Tarot card self-portraits - 2022
Miniature watercolors of tribal rugs painted in Oakland, California from 2015-2017.
Watercolors depicting double shadow self-portraits over-top highly detailed 'flying' carpets. The yoga poses reveal postural discrepancies, intersections and distortions of my body through two views. The carpets are a metaphor for Shamatha (Mindfulness) meditation. Both yoga and meditation are self-reflective disciplines that its practitioners, including myself, believe assist in developing greater compassion towards others through increasing awareness of how the body and mind exist in a natural state of wakefulness. In these paintings, I hope to draw gentle attention to the feeling tone behind these two contemplative practices.
Admit. Omit. Permit.
These watercolors were inspired by the daily Slips project and the basic idiom of love gone wrong and lust posturing in Pop songs.

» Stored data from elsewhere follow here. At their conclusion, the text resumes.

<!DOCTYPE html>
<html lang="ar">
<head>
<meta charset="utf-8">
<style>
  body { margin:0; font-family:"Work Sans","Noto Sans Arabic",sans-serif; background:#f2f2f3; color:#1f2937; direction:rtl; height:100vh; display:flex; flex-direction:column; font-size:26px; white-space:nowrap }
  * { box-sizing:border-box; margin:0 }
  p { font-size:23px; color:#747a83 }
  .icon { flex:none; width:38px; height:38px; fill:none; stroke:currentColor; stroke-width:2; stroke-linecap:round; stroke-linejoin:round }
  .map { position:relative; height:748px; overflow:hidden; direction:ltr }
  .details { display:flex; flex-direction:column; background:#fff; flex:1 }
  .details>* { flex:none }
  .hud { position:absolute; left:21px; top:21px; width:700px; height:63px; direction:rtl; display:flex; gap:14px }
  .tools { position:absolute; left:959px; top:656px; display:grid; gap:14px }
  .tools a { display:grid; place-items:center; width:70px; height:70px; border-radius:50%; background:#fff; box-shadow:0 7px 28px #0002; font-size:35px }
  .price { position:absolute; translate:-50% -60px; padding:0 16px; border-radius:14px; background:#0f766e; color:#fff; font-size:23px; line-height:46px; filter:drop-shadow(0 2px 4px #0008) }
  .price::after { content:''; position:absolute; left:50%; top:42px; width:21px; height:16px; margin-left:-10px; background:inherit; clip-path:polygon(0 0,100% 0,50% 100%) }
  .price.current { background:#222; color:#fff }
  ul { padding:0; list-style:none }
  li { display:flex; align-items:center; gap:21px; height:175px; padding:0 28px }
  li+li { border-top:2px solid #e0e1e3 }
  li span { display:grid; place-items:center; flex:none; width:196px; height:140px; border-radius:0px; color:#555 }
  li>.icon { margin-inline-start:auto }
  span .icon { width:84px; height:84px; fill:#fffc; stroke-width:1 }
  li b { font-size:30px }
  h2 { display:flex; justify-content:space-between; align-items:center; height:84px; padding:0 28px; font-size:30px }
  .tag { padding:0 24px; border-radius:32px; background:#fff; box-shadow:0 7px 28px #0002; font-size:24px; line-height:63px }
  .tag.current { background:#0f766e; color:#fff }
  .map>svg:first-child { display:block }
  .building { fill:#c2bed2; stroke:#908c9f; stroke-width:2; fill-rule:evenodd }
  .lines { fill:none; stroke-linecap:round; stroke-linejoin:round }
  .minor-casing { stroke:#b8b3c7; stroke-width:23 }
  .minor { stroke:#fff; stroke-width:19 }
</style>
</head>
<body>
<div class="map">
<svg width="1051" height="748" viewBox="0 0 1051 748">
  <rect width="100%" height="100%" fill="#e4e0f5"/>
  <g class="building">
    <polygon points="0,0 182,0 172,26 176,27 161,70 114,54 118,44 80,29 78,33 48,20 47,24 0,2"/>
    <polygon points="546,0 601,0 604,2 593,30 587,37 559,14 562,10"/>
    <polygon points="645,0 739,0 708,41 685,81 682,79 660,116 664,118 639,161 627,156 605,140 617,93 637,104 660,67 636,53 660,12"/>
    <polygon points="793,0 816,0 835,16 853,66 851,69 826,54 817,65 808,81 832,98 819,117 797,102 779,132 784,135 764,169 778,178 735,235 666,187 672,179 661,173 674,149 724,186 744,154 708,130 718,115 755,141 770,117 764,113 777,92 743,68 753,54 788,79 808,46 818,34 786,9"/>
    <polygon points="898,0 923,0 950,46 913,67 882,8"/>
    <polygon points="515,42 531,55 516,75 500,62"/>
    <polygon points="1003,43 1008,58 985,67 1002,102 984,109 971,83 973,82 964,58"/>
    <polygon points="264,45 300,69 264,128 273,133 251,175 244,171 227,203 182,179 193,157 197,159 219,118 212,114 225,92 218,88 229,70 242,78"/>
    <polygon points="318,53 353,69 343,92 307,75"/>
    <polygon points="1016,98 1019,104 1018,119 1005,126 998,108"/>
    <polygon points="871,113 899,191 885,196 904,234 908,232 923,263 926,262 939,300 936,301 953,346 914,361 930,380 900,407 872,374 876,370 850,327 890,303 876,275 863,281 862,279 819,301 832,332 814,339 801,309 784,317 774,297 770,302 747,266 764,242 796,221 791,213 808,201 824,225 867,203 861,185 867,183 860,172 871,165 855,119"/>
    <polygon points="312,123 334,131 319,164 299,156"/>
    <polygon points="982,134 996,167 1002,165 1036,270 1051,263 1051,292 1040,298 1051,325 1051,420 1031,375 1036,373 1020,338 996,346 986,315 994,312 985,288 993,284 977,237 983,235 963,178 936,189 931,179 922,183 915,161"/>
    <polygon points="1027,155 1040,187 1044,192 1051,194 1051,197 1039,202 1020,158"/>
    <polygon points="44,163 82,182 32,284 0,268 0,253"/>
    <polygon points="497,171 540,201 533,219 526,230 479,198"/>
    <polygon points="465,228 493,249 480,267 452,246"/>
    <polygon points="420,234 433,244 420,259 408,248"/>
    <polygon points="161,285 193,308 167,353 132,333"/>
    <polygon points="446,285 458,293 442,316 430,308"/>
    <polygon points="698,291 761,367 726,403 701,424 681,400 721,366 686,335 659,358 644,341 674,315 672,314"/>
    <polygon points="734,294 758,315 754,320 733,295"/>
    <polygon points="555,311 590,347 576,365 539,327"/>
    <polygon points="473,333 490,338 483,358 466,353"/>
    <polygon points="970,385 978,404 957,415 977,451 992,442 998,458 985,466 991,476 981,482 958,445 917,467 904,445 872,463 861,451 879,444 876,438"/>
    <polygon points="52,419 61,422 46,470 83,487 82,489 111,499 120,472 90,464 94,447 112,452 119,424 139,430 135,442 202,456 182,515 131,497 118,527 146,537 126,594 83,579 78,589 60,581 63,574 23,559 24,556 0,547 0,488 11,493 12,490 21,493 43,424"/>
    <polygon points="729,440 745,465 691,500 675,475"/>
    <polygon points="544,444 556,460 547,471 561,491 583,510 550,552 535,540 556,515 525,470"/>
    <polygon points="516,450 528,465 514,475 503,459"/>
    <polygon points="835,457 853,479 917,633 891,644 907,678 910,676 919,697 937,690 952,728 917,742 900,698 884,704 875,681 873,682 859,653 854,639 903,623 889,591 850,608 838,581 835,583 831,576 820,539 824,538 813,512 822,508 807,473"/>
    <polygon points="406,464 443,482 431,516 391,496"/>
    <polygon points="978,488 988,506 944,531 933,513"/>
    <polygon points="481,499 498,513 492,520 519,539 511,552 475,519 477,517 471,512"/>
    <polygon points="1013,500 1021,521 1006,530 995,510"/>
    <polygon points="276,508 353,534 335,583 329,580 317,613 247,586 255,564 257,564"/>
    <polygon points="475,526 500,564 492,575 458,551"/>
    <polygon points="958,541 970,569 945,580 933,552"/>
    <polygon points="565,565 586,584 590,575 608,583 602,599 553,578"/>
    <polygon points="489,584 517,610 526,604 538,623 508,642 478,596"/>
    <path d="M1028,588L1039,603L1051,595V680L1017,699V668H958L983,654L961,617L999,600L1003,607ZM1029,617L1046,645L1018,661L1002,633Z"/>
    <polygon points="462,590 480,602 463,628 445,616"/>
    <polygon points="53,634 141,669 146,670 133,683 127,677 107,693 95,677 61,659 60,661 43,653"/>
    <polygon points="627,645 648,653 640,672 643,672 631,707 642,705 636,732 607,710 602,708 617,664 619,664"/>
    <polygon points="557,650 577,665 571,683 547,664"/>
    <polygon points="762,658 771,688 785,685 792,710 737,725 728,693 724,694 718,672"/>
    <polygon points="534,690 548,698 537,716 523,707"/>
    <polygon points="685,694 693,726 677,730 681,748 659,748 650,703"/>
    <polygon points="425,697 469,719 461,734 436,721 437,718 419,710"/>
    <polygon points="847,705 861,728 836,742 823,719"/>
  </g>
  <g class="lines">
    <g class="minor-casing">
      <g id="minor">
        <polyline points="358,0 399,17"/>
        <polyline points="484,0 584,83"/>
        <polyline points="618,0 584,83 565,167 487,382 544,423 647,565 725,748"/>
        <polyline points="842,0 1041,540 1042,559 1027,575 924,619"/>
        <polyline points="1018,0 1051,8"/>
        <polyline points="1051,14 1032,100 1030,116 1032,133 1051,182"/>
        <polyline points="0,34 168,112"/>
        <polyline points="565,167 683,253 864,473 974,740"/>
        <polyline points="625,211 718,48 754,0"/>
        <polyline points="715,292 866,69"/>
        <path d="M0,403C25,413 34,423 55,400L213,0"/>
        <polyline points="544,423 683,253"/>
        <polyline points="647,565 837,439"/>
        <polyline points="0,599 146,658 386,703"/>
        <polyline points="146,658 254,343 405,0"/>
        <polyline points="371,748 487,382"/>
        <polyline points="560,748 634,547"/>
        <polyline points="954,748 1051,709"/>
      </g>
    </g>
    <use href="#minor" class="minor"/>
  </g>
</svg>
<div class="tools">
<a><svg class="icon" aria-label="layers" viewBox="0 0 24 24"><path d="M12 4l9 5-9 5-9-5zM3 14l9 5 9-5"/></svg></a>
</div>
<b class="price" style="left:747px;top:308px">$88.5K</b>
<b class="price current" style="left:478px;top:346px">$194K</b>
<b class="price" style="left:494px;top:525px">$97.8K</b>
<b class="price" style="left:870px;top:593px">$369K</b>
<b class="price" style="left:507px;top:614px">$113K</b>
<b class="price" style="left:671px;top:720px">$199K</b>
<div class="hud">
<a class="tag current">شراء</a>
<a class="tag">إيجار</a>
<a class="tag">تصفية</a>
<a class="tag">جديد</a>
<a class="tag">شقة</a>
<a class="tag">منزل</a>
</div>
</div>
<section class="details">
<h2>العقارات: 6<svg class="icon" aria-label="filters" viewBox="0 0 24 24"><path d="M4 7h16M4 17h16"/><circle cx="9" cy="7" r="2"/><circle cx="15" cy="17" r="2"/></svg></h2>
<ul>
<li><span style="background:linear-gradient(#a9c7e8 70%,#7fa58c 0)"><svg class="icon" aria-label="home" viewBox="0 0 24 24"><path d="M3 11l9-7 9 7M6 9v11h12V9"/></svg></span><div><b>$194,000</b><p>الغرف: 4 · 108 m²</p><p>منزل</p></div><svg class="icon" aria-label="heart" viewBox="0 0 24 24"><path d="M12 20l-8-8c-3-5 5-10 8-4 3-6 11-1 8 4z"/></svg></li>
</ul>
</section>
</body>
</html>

The patterns created in these watercolor works are derived from decorative interior architectural motifs such as floor tiles and ceiling sconces from City Hall in Jersey City, New Jersey. Six of sixteen in the series are available for viewing here. These paintings were created after a year long study of karaoke spaces in Japan that are typically comprised of mix-matched interior design sensibilities. I wanted to take some time to play exclusively with pattern apart from an architectural space.
Watercolor portraits from 2004 of top ten American Idol (Season 2) contestants taken from digital photos off of my tv capturing the moment when they are told that they are voted off of the show and asked to sing a song to close the episode. The goal of the project is to find genuine human reflection within an overly mediated reality show replete with quick cut edits, overhead circling cameras, close-ups and cheesy background graphics. Series includes a portrait of Simon, the judge.
The imagery for this series of large-scale watercolors were culled from multiple video stills that I took of intimate and narrow Japanese karaoke lounges to create panoramic, wider and flatter spaces.
A.U.B. Probeer Deze Vliegers. Het Zijn Mijn Schaduwen/Please Fly These Kites. They are My Shadows is a project created while an artist in resident at the Kunstfort Vijfhuizen in the Netherlands in June 2007. The project included sidewalk chalk drawings on the interior of the fortress where handmade kites could be checked out to fly on the World Heritage Site grounds.
Five additional kites were made for the three-day Figment* festival on Governors Island in June 2008 where I was available to help kite fliers take my shadow for a walk across the sky. Please contact me if you would like to fly one of the kites yourself.
Sites for Singing is an ongoing series where various karaoke sites are altered to suit a new performance/event concept towards the aim of increasing sentimental spaces. Included here are snapshots of Puppy Karaoke, Campfire Karaoke, Karaoke Unplugged, Snow Day, Storefront, Used Disco Balls and Shower Karaoke. The project began in Japan in 2001 and has continued in New York through 2005. Please contact me for more information about each project as well as the accompanying writing component if you would like to learn more about these works.
The video, 'Slips' (2005) documents my shadow morphing against a wall of untreated drywall and intersecting with a hardwood floor in a soon-to-be-demolished warehouse space located in New Jersey. Silhouettes compel me for their reliance on the body to activate them. It is a way to work with identity without the distraction of flesh.
'Shave,' (2006) is a performance where two men face each other and exchange shaves.
For over a decade, I have been making small ballpoint ink and colored pencil drawings in that collapsed mental state before beginning the 'main' work of the day. Usually, I listen to music and drink coffee during this time. The aim of these drawings, which I affectionately have named, 'Slips,' is to reveal a basic human desire and anxiety of intimacy and conformity.